__Extracted material__.
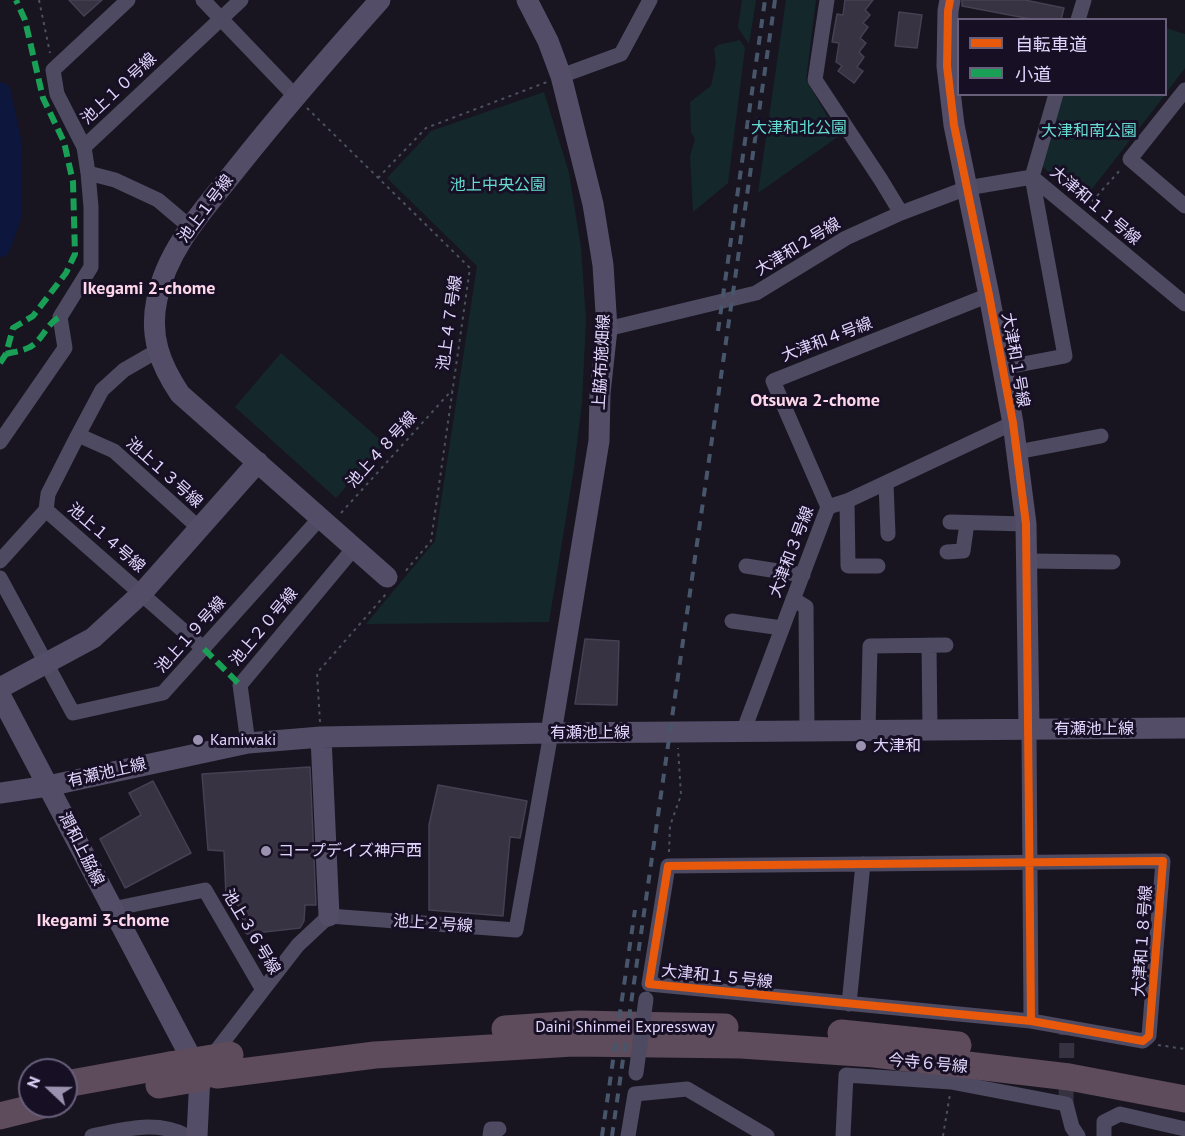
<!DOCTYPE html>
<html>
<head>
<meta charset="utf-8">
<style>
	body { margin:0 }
	#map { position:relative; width:1185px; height:1136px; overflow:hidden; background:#181520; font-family:"PT Sans","Noto Sans JP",sans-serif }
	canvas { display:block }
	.legend { position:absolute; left:957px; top:18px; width:210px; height:78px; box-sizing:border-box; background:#171025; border:2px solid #685f7b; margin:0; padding:8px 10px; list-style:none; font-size:18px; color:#e1d5fd }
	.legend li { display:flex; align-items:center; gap:12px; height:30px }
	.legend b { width:30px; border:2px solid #685f7b }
	.north { position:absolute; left:18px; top:1058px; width:60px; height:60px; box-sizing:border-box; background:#171025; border:2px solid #685f7b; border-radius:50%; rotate:292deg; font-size:16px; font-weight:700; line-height:24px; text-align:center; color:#e1d5fd }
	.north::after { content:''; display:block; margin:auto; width:21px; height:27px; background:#9b92b0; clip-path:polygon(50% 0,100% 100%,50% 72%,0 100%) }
</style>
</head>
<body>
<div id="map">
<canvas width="1185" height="1136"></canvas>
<ul class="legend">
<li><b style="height:8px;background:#e8590c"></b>自転車道</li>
<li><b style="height:8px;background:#1a9f57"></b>小道</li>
</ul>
<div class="north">N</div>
</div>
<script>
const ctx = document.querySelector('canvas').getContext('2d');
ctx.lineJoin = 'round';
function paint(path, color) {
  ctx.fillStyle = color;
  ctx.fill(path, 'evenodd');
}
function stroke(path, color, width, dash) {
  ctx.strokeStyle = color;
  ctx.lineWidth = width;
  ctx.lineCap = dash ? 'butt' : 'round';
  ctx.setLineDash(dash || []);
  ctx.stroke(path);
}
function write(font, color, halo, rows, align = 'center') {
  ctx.font = font + ' "PT Sans","Noto Sans JP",sans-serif';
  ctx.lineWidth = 6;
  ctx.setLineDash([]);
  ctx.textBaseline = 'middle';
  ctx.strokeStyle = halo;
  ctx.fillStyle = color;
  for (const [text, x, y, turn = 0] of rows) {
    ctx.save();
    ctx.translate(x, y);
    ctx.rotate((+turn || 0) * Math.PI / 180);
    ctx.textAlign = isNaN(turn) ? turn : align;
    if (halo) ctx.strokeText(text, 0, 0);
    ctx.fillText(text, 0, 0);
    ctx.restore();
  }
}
paint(new Path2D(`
	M742 0H756L749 44 738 28Z
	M786 0H816L806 80 839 136 758 193Z
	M1166 28 1185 34V68L1166 93Z
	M740 40 745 48 728 183 693 212 690 156 695 139 691 132 690 102 711 86 716 63 714 49 718 45Z
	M544 92 569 173 581 248 586 320 582 402 574 468 549 622 366 624 435 541 477 266 387 178 431 131Z
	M1062 95H1165L1081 203 1041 165Z
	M281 353 384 443 336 498 235 407Z`), '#14282c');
stroke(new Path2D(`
	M0 93 11 145 10 217 0 246`), '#0d173e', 22);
const building = new Path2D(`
	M69 0H102L84 16Z
	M845 0H873L865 10 870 15 863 23 868 27 860 38 866 43 859 52 864 57 857 67 863 71 854 83 838 71 842 66 836 62 839 43 832 42 837 14 843 15Z
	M962 0H1025L1064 8 1061 20H1036L962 6Z
	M899 12 922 15 917 48 895 46Z
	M585 639 619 641 617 705 575 704Z
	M310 767 316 905H305L304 921 300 928 247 934 242 929 243 910 226 895 224 851 208 850 202 774Z
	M153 781 191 853 125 888 100 839 141 815 129 793Z
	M438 785 527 801 520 838 510 837 503 916 429 910V825Z`);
paint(building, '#383342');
stroke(building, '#464053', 1.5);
stroke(new Path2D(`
	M1066 1104 1067 1028`), '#363241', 15, [15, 8]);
stroke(new Path2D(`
	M39 0 50 53
	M307 108 470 268 431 541 404 573
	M378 178 426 128 547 82
	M1087 207 1121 169
	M341 513 452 390
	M320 722 317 673 386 594
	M669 852 670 826 681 795 678 748
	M1158 1045 1185 1049
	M943 1136 950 1094`), '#4a5261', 2, [3, 4.5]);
stroke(new Path2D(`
	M128 0 53 70 57 94 84 147 241 0
	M203 0 294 95
	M827 0 815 80 881 180 901 213
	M1078 20 1084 0
	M561 76 621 54 650 0
	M1185 90 1130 159 1185 206
	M88 173 115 180 158 200 190 227
	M607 329 756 293 846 238 901 213 967 188 1032 177 1185 304
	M1002 368 1065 356 1032 177 1056 94
	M78 435 102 390 124 370 157 351
	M0 442 65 348 60 317 91 267V207L88 173 84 147
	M1017 452 1101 436
	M886 483 888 534
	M847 501 848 566H878
	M828 507 773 381 989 295
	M46 510 204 649
	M950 522 1026 524
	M947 552 963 551 967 523
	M0 561 46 510 48 494 78 435 114 451 199 528
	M1027 561 1113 562
	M746 566 803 575
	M0 578 73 713 163 693 320 518
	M793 599 806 607 807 731
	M732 621 782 628
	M929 645 930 730
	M1029 729 1031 1021 649 984 668 866 1163 861 1149 1036 1143 1041 1031 1021
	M868 731 870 646 946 645
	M743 732 828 507 847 501 1013 423
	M248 743 240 685 354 548
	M112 909 205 890 263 990 298 945 329 916 516 930 551 733
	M849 1004 863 864
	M210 1059 263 990
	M92 1136C124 1129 157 1120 187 1136
	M490 1136 491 1129H499
	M628 1136 635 1094 687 1089 767 1136
	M843 1136 846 1075 951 1082 1066 1104 1072 1127 1078 1136
	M1104 1136V1122L1120 1114 1185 1129`), '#4e4a61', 15);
stroke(new Path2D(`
	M380 0C331 55 283 110 237 168 206 207 167 248 157 299 149 336 160 364 180 394L387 577
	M527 0 548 41 561 76 593 204 603 265 607 329 600 393 599 441 551 733
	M950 0 948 11 947 66 954 125 989 295 1013 423 1026 524 1029 729
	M0 688 93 638 142 593 258 462
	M0 695 200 1075 197 1136
	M321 737 329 916
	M0 793 48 786 248 743 321 737 551 733 1185 728`), '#544d67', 21);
stroke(new Path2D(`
	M505 1029 579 1024 725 1027
	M841 1033 958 1045
	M217 1075 375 1055 573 1043 741 1045 874 1054 1069 1077 1185 1099
	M66 1084 170 1065
	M0 1116 40 1106`), '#5e4b5c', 27);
stroke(new Path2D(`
	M718 331 765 0
	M602 1136 635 910
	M612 1136 775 0`), '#48566b', 4, [9, 8]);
stroke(new Path2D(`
	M636 1073 646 999`), '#4e4a61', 15);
stroke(new Path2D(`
	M170 1065 230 1055
	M159 1085 201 1078`), '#5e4b5c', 27);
stroke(new Path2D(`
	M6 354C13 352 23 351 30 347 43 340 46 324 60 317
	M0 363 6 354 13 328 33 316 66 273 75 254 73 182 64 142 43 98 25 20 16 0
	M204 649 240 685`), '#1a9f57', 6, [12, 6]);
stroke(new Path2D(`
	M950 0 948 11 947 66 954 125 989 295 1013 423 1026 524 1031 1021 649 984 668 866 1163 861 1149 1036 1143 1041 1031 1021`), '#e8590c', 8);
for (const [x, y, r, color] of [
	[198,740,6,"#9b92b0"],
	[861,746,6,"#9b92b0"],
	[266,851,6,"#9b92b0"]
]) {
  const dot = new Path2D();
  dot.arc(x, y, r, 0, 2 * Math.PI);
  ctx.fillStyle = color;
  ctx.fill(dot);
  stroke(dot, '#171025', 2);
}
write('16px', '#e1d5fd', '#171025', [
	["池上１０号線",119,89,-43],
	["大津和１１号線",1095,206,40],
	["池上１号線",206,209,-53],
	["大津和２号線",798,247,-31],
	["池上４７号線",450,323,-82],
	["大津和４号線",827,340,-21],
	["大津和１号線",1015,360,80],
	["上脇布施畑線",602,362,-87],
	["池上４８号線",382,450,-48],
	["池上１３号線",164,473,42],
	["池上１４号線",106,538,41],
	["大津和３号線",792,552,-69],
	["池上２０号線",264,627,-50],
	["池上１９号線",191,635,-48],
	["有瀬池上線",1094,729],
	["有瀬池上線",590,733],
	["有瀬池上線",107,773,-13],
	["潤和上脇線",81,849,63],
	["池上２号線",433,924,4],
	["池上３６号線",251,932,59],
	["大津和１８号線",1143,941,-86],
	["大津和１５号線",717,977,6],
	["Daini Shinmei Expressway",625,1027],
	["今寺６号線",928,1064,5]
]);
write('16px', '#64dad0', '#171025', [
	["大津和北公園",799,128],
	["大津和南公園",1089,131],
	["池上中央公園",498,185]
]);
write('16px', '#e1d5fd', '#171025', [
	["Kamiwaki",210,740],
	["大津和",873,746],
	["コープデイズ神戸西",278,851]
], 'left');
write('bold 18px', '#fdd7e9', '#171025', [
	["Ikegami 2-chome",149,289],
	["Otsuwa 2-chome",815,401],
	["Ikegami 3-chome",103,921]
]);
</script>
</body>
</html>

__Your task__. Read through the entries above, and wherever a line holds the string "halo", copy it.

__Solution__.
function write(font, color, halo, rows, align = 'center') {
  ctx.strokeStyle = halo;
    if (halo) ctx.strokeText(text, 0, 0);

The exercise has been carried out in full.